Webdesign is not one of my strong suits, I find it hard to get started
Published Tuesday, 29th Sep 22:57 BST
Webdesign is not one of my strong suits, I find it hard to get started.I can't tell you how many times I have started and stopped.I wanted to write a program or at least the shell of one on my own without the help of another which I have done but when it comes to the technical parts all I could say is DAHHH!!!! I know what I want and how I want the webdesign to go but the how to keeps escaping me.On the various sites they have the step by step instructions for webdesign.Giving you everything that you need but I can't seem to get the hang of it.`Right now I feel so foolish for ever thinking that I could take on something like this alone.My husband says that I am being too hard on myself.That the idea alone that I would take on something that is completely new to me says a lot about me as a person and that's why he married me.

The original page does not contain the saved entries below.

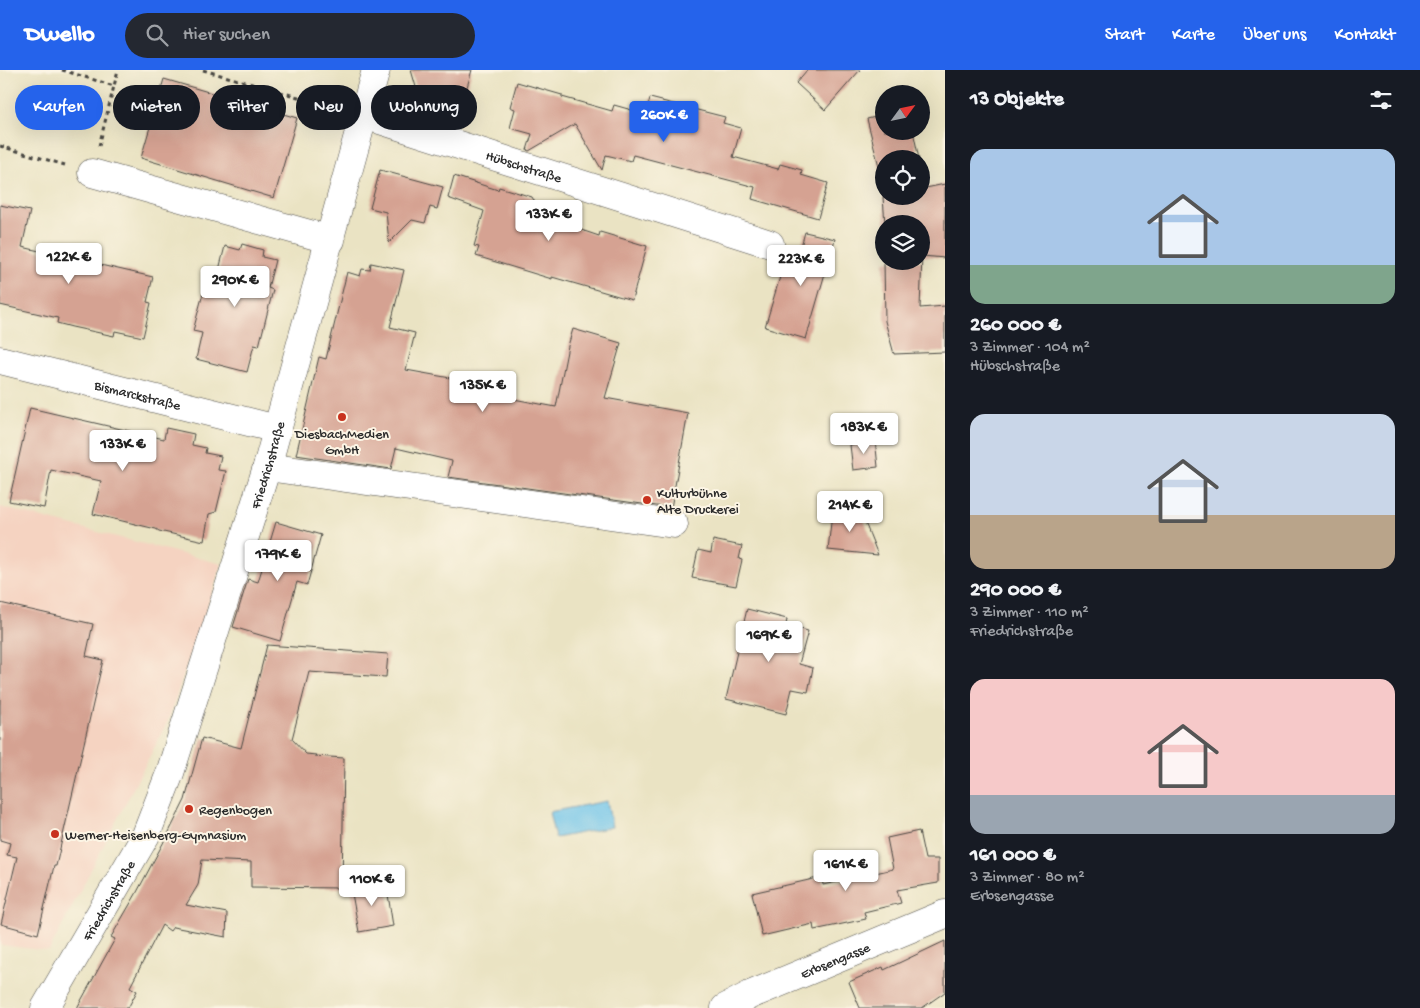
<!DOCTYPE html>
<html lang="de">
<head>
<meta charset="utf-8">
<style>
	body { margin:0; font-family:"Gochi Hand",sans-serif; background:#242831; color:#f1f3f6; height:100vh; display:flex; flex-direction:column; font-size:19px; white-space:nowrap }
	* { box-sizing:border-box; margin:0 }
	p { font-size:16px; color:#9ea1a6 }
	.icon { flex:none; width:28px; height:28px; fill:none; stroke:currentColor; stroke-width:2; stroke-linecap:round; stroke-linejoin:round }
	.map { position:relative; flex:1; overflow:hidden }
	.drawer { display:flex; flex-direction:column; background:#171b24; width:475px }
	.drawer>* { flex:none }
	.banner { position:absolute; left:15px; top:15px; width:475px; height:45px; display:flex; gap:10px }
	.needle { width:32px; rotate:57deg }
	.tools { position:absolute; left:875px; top:15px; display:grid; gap:10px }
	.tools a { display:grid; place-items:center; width:55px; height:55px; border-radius:50%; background:#171b24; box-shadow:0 5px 20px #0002; font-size:25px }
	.price { position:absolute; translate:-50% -42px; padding:0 11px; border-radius:5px; background:#fff; color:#222; font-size:16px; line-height:32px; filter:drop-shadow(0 1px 2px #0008) }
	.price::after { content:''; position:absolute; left:50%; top:30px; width:15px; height:11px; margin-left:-8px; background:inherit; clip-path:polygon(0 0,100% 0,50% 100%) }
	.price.on { background:#2563eb; color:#fff }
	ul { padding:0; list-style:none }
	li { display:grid; align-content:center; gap:10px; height:265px; padding:0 25px }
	li span { display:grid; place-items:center; height:155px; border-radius:15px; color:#555 }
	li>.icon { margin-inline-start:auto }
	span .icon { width:90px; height:90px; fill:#fffc; stroke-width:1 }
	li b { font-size:21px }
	h2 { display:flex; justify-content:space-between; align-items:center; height:60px; padding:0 25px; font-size:21px }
	.chip { padding:0 18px; border-radius:22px; background:#171b24; box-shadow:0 5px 20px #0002; font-size:18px; line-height:45px }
	.chip.on { background:#2563eb; color:#fff }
	header { display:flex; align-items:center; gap:30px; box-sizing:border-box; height:70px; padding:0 25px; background:#2563eb; color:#fff }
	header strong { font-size:24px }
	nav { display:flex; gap:28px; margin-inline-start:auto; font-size:18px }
	.search { width:350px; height:45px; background:#242831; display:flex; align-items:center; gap:12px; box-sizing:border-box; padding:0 18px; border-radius:28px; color:#9ea1a6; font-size:19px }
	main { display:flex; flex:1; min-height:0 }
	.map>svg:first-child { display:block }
</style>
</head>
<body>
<header>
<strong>Dwello</strong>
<div class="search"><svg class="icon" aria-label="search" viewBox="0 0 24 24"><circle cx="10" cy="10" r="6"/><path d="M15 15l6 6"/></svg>Hier suchen</div>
<nav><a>Start</a><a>Karte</a><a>Über uns</a><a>Kontakt</a></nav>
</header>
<main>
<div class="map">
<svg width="945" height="938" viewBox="0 0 945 938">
	<rect width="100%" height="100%" fill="#fcf5e5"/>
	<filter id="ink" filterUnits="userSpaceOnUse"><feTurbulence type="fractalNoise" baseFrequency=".02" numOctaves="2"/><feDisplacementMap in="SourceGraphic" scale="10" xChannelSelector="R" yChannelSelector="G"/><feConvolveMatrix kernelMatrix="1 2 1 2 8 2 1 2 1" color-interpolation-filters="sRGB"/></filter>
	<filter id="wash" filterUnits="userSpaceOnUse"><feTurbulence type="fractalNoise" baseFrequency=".0096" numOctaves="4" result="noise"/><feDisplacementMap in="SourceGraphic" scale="20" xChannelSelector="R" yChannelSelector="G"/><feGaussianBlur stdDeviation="1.12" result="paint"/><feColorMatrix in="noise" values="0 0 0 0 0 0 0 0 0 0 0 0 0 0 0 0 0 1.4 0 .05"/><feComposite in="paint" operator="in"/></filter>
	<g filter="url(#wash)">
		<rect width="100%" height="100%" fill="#eae3c3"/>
		<!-- built -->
		<polygon fill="#f5d3c1" points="0,437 222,494 167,653 49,881 0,875"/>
		<!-- water -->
		<polygon fill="#6cc3e9" stroke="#4c778a" points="607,731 612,757 555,768 549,742"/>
		<g id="blocks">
			<!-- building -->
			<g fill="#d5a292">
				<polygon points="411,0 472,0 460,41 413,27 416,17"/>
				<polygon points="807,0 860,0 825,40 796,13"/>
				<polygon points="164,9 297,48 274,128 141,88"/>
				<polygon points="517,12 562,25 562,27 612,41 614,35 646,44 650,28 725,47 723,53 741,58 733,87 778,99 780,94 802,100 801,105 828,113 818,148 752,129 755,117 633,85 631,91 606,85 602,100 575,54 529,81 527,80 532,64 510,58 515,39 510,37"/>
				<polygon points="884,45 884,61 913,61 919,89 884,89 884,116 867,49"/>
				<polygon points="380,100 443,117 437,139 430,137 425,153 412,150 389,173 386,142 370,138"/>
				<polygon points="454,106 498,120 499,117 532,127 543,147 599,166 600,162 647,176 632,230 552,207 552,209 476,186 479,177 474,176 484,141 448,128"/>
				<polygon points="945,114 945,188 922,186 920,238 945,236 945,282 894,284 885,251 884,191 921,191 921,154 885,154 883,127 921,126 921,119"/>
				<polygon points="0,135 30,141 22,177 153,207 147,232 151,233 143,267 115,261 114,266 72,257 57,253 58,248 0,235"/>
				<polygon points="805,162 835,169 806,269 765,257 785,190 796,194"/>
				<polygon points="242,174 263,180 262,187 275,190 268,218 273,220 259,276 254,275 247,302 196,289 202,263 193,261 209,201 218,204 225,176 240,180"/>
				<polygon points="371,193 404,200 390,257 415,263 406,300 456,309 455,318 556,337 568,276 573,259 621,273 605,328 688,343 671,438 448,407 452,391 396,378 391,399 296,385 319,287 326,289 347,202 360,206 362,199 370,200"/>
				<polygon points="30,338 164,369 166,358 194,364 192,375 206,378 205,383 221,386 218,400 226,401 216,442 209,444 204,471 159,461 156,459 93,444 101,411 51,400 44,438 9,431"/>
				<polygon points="875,369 878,397 853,400 850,375"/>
				<polygon points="858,435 878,485 828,480 832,443"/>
				<polygon points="276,452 321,465 307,515 297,512 280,571 233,557 248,509 258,512"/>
				<polygon points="713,470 742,476 739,489 742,490 736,516 692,508 698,480 711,483"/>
				<polygon points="0,533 93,554 86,586 103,590 56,796 54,796 38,864 1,854 17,787 7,785 10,773 0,770"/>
				<polygon points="747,539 787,549 786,555 808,561 799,594 813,598 808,622 792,619 786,644 726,629"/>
				<polygon points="267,575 388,584 386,607 309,602 292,669 306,684 316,685 315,686 344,688 342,818 251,817 251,792 202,790 198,815 186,835 227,843 226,867 173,857 170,861 162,855 130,917 137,921 128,938 77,938 115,869 111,867 136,824 168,764 185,730 202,668 241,678"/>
				<polygon points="919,761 925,789 938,789 938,813 897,820 901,833 864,842 866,849 814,860 813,854 762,866 752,823 822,807 823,815 893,799 887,768"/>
				<polygon points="386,812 393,856 359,862 351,818"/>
				<polygon points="945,871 945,922 922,938 860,938 849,912 883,897 884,900"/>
			</g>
		</g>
	</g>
	<g filter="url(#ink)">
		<use href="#blocks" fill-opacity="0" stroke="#484742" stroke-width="1"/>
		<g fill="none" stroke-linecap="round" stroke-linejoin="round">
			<defs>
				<g id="minor">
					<path id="s1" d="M 364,45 L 770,174"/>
					<polyline points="92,103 331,170"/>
					<path id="s2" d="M 0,290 L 277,359"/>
					<polyline points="267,397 674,454"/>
					<path id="s3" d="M 45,938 L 146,765 L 170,703 L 267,397 L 376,0"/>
					<path id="s4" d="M 725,938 L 750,925 L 945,844"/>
				</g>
			</defs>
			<!-- minor casing -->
			<use href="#minor" stroke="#484742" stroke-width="29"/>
			<!-- path -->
			<g stroke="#484742" stroke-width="3" stroke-dasharray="4 4" stroke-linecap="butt">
				<polyline points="62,0 114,16 118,0"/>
				<polyline points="203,0 337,38"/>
				<polyline points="0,76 65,95"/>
				<polyline points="99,76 114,16"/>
			</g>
			<!-- minor -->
			<use href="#minor" stroke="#fff" stroke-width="28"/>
		</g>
	</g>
	<!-- markers -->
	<g fill="#c8321e" stroke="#fcf5e5" stroke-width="2">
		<circle cx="342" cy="347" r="5"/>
		<circle cx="647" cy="430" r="5"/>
		<circle cx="189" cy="739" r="5"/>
		<circle cx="55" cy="764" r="5"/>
	</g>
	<g text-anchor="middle" stroke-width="4" stroke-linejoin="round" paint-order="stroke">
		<!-- street labels -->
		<g font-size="14" fill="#2b2b2b" stroke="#fcf5e5">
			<text dy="5" stroke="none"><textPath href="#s1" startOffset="168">Hübschstraße</textPath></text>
			<text dy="5" stroke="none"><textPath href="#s2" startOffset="142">Bismarckstraße</textPath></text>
			<text dy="5" stroke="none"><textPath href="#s3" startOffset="590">Friedrichstraße</textPath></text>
			<text dy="5" stroke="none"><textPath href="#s3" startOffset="125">Friedrichstraße</textPath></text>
			<text dy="5" stroke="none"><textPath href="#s4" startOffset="120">Erbsengasse</textPath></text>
		</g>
		<!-- poi labels -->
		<g font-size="14" fill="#2b2b2b" stroke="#fcf5e5" text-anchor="start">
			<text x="342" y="368" text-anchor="middle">DiesbachMedien<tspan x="342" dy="16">GmbH</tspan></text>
			<text x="657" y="427">Kulturbühne<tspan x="657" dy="16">Alte Druckerei</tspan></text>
			<text x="199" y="744">Regenbogen</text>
			<text x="65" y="769">Werner-Heisenberg-Gymnasium</text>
		</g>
	</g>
</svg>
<div class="tools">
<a><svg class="needle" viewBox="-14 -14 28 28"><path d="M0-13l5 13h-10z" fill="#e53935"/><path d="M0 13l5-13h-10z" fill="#9ea1a6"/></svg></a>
<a><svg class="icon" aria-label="locate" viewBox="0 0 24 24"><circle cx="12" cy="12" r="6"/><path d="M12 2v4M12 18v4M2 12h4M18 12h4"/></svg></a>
<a><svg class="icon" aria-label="layers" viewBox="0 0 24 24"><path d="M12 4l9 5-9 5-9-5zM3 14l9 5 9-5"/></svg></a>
</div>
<b class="price on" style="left:664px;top:73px">260K €</b>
<b class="price" style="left:549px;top:172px">133K €</b>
<b class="price" style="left:69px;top:215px">122K €</b>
<b class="price" style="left:801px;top:217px">223K €</b>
<b class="price" style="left:235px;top:238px">290K €</b>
<b class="price" style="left:483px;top:343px">135K €</b>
<b class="price" style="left:864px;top:385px">183K €</b>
<b class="price" style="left:123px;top:402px">133K €</b>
<b class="price" style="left:850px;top:463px">214K €</b>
<b class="price" style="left:278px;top:512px">179K €</b>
<b class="price" style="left:769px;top:593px">169K €</b>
<b class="price" style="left:846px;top:822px">161K €</b>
<b class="price" style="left:372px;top:837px">110K €</b>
<div class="banner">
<a class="chip on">Kaufen</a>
<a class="chip">Mieten</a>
<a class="chip">Filter</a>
<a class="chip">Neu</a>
<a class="chip">Wohnung</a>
</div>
</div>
<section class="drawer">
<h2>13 Objekte<svg class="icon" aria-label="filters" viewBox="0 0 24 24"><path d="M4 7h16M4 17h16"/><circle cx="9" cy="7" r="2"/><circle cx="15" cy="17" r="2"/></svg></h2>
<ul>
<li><span style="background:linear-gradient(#a9c7e8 75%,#7fa58c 0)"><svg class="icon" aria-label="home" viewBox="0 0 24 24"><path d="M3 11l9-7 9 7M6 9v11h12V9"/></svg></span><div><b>260 000 €</b><p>3 Zimmer · 104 m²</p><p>Hübschstraße</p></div></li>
<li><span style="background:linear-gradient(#c9d6e8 65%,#b9a48a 0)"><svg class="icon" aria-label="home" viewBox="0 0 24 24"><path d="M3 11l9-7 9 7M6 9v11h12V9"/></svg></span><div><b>290 000 €</b><p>3 Zimmer · 110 m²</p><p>Friedrichstraße</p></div></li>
<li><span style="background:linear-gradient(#f6c9c9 75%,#9aa5b1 0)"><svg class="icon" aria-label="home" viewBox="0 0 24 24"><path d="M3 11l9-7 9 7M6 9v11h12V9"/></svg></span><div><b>161 000 €</b><p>3 Zimmer · 80 m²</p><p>Erbsengasse</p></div></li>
</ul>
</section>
</main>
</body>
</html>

I decided to do one more thing and that was to join this social network site that I came across in my attempts to get some ideas about webdesign. The template was already set, all you need do is fill in the blanks so to speak.I just needed to stop being afraid of words.I read a book by William Gibson who used the term cyberspace in a book of his, he said that cyberspace is a consensual hallucination experienced daily by billions of people at school at work or in their homes.I guess in all reality I am doing it now.Putting something out into space by way of the Internet.Why should I feel pressed to design a page by myself,I mean there are all of these tools out there for us to use and I am letting my pride get in the way.How foolish of me "BY GEORGE I THINK I'VE GOT IT". My problem is solved, I was spending so much time being afraid that I couldn't see the forest for the trees.This thing is going to be so easy and I really don't care if my husband or anyone else helps me right now.No one is trying to take credit from me, in order to do that they would need my ideas of which I have only shared with my husband.Today will be the first relaxing night that I have had in days,worrying about nothing.